Motive (algebraic Geometry) - Conjectures Related To Motives

Conjectures Related To Motives

The standard conjectures were first formulated in terms of the interplay of algebraic cycles and Weil cohomology theories. The category of pure motives provides a categorical framework for these conjectures.

The standard conjectures are commonly considered to be very hard and are open in the general case. Grothendieck, with Bombieri, showed the depth of the motivic approach by producing a conditional (very short and elegant) proof of the Weil conjectures (which are proven by different means by Deligne), assuming the standard conjectures to hold.

For example, the Künneth standard conjecture, which states the existence of algebraic cycles πi ⊂ X × X inducing the canonical projectors H*(X) → Hi(X) ↣ H*(X) (for any Weil cohomology H) implies that every pure motive M decomposes in graded pieces of weight n: M = ⊕Gr_nM. The terminology weights comes from a similar decomposition of, say, de-Rham cohomology of smooth projective varieties, see Hodge theory.

Conjecture D, stating the concordance of numerical and homological equivalence, implies the equivalence of pure motives with respect to homological and numerical equivalence. (In particular the former category of motives would not depend on the choice of the Weil cohomology theory). Jannsen (1992) proved the following unconditional result: the category of (pure) motives over a field is abelian and semisimple if and only if the chosen equivalence relation is numerical equivalence.
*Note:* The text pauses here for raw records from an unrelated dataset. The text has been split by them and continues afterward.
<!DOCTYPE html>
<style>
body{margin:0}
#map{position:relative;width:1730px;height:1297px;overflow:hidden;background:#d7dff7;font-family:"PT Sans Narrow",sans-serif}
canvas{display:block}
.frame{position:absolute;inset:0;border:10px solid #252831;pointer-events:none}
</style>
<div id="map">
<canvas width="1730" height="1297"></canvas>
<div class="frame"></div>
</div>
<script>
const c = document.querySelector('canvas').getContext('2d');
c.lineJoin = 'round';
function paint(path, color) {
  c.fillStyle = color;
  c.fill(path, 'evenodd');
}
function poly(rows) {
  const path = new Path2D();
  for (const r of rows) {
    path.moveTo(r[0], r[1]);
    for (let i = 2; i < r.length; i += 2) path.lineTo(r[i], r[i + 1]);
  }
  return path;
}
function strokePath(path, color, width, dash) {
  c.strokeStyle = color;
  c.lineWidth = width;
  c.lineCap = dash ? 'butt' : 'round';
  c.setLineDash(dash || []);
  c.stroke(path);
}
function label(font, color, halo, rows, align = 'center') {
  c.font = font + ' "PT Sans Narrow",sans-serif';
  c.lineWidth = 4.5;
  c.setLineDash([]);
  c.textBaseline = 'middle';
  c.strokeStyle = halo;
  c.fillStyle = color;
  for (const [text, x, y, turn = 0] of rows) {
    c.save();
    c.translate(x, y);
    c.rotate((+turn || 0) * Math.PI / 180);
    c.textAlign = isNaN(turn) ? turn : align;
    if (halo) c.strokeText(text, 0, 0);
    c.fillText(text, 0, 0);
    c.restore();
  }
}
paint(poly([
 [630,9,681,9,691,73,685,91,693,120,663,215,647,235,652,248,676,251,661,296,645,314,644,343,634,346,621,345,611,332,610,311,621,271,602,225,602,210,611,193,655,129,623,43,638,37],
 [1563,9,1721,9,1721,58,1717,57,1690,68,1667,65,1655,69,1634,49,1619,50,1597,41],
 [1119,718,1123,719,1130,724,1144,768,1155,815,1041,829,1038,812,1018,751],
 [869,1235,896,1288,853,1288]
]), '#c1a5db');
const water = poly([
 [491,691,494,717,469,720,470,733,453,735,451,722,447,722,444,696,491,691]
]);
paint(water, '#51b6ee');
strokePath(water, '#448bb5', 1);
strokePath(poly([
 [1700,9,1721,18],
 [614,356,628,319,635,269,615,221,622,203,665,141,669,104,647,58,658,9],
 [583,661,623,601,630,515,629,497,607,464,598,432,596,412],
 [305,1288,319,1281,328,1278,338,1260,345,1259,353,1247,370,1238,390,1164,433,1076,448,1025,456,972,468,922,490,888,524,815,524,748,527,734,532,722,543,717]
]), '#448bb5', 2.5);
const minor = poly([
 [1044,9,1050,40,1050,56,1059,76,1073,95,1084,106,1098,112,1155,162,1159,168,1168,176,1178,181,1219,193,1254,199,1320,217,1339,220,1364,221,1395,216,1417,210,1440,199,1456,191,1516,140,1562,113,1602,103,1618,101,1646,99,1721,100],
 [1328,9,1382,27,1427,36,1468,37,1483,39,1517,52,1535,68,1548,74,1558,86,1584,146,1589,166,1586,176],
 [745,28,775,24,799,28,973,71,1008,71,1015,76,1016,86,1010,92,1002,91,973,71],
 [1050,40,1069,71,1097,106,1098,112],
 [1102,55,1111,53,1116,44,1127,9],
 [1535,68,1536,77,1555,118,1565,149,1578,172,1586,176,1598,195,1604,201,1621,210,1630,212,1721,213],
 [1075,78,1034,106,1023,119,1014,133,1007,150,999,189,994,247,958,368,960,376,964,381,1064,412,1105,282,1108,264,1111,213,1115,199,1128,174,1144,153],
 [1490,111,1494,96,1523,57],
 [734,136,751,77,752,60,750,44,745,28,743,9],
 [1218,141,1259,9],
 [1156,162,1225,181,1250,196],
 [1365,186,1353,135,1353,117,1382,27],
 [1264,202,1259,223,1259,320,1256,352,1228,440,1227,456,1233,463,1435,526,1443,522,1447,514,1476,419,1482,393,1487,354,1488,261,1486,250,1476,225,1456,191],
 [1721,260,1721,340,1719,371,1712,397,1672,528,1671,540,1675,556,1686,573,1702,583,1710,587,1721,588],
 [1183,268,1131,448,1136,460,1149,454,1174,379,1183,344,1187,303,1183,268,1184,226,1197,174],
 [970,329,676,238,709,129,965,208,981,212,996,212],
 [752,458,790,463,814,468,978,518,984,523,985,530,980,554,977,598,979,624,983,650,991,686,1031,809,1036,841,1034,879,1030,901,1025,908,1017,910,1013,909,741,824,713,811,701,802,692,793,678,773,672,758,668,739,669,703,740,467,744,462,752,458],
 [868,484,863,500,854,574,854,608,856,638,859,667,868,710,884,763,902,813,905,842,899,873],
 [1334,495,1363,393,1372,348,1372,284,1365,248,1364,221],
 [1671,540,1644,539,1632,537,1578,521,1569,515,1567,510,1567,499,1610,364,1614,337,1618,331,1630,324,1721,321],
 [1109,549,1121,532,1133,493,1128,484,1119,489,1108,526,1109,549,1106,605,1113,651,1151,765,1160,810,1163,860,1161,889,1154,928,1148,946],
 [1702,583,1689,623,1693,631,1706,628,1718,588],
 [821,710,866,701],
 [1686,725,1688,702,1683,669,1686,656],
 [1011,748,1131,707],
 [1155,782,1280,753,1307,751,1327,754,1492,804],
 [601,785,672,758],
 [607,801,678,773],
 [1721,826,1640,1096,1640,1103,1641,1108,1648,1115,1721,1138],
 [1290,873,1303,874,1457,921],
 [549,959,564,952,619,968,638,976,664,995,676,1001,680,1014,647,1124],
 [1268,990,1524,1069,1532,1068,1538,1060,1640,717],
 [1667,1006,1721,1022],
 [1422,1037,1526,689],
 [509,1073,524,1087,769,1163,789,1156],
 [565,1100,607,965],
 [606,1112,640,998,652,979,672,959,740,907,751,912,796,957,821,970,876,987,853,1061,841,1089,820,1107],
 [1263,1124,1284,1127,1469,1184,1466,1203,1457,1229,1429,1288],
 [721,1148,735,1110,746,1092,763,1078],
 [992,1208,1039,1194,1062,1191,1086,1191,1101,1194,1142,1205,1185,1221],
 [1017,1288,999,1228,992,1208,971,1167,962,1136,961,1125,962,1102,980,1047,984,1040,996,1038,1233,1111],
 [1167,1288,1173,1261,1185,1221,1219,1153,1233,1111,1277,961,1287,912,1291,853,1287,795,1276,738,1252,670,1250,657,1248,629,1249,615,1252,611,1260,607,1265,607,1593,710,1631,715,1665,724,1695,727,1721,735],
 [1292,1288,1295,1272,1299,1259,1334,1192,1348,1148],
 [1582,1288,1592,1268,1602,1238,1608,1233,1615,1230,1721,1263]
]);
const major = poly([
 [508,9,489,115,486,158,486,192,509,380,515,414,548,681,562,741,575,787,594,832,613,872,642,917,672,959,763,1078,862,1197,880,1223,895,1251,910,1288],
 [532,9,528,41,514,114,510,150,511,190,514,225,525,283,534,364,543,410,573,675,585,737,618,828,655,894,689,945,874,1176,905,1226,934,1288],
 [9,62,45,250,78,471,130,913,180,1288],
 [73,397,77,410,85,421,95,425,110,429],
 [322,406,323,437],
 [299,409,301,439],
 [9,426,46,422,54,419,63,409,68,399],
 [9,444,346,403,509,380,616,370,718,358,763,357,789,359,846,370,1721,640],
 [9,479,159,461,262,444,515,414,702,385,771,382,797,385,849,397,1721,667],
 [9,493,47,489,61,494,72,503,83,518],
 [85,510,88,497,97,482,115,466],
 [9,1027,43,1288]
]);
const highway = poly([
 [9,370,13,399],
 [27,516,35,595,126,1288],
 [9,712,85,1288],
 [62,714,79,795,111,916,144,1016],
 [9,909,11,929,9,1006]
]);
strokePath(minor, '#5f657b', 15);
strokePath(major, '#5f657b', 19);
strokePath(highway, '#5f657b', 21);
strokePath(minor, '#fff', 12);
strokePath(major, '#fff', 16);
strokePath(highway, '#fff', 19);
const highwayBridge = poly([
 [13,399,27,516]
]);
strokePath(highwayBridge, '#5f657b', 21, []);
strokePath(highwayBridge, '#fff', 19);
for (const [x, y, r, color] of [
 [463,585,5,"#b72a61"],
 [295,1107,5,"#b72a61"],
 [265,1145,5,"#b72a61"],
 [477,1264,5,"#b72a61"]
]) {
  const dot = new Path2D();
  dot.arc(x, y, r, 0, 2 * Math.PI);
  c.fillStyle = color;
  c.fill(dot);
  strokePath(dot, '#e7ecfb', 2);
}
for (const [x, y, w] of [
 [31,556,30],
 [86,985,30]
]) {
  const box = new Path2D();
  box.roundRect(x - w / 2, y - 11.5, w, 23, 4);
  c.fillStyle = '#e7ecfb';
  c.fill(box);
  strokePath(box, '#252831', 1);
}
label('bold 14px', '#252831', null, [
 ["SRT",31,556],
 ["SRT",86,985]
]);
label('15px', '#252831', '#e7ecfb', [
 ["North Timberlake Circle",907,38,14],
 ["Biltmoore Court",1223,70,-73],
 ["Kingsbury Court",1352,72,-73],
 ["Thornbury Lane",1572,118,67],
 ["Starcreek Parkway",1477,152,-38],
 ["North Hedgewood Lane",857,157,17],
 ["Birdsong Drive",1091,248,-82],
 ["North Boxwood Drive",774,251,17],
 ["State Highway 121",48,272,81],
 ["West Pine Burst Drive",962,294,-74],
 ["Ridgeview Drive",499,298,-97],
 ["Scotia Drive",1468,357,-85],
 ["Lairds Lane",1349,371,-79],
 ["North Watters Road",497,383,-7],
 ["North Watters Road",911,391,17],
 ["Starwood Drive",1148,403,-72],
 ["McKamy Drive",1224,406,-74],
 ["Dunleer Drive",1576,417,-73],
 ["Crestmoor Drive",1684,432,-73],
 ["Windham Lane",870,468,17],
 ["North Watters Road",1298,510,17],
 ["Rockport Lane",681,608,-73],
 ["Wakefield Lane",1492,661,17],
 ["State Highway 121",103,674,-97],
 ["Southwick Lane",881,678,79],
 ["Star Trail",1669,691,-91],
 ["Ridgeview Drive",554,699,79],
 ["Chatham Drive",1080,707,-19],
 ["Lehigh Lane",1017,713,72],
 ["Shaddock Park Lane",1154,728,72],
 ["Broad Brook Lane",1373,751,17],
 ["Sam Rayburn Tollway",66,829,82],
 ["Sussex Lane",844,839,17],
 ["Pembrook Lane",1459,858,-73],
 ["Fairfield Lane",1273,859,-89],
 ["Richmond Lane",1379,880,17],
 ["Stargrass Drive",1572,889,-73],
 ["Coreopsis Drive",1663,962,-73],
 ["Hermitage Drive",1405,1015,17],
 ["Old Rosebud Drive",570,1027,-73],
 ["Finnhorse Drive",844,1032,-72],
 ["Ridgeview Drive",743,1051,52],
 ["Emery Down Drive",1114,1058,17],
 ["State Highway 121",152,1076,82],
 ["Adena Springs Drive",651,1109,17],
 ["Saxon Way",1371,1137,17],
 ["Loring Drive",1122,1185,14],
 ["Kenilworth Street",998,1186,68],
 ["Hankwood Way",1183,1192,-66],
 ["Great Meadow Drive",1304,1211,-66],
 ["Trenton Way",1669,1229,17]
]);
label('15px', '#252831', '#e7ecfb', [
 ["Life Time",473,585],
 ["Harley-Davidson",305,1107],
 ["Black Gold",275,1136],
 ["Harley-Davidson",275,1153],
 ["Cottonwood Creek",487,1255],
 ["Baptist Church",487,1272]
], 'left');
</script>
The Hodge conjecture, may be neatly reformulated using motives: it holds iff the Hodge realization mapping any pure motive with rational coefficients (over a subfield k of C) to its Hodge structure is a full functor H : M(k)_Q → HS_Q (rational Hodge structures). Here pure motive means pure motive with respect to homological equivalence.

Similarly, the Tate conjecture is equivalent to: the so-called Tate realization, i.e. ℓ-adic cohomology is a faithful functor H: M(k)_Qℓ → Rep_ℓ(Gal(k)) (pure motives up to homological equivalence, continuous representations of the absolute Galois group of the base field k), which takes values in semi-simple representations. (The latter part is automatic in the case of the Hodge analogue).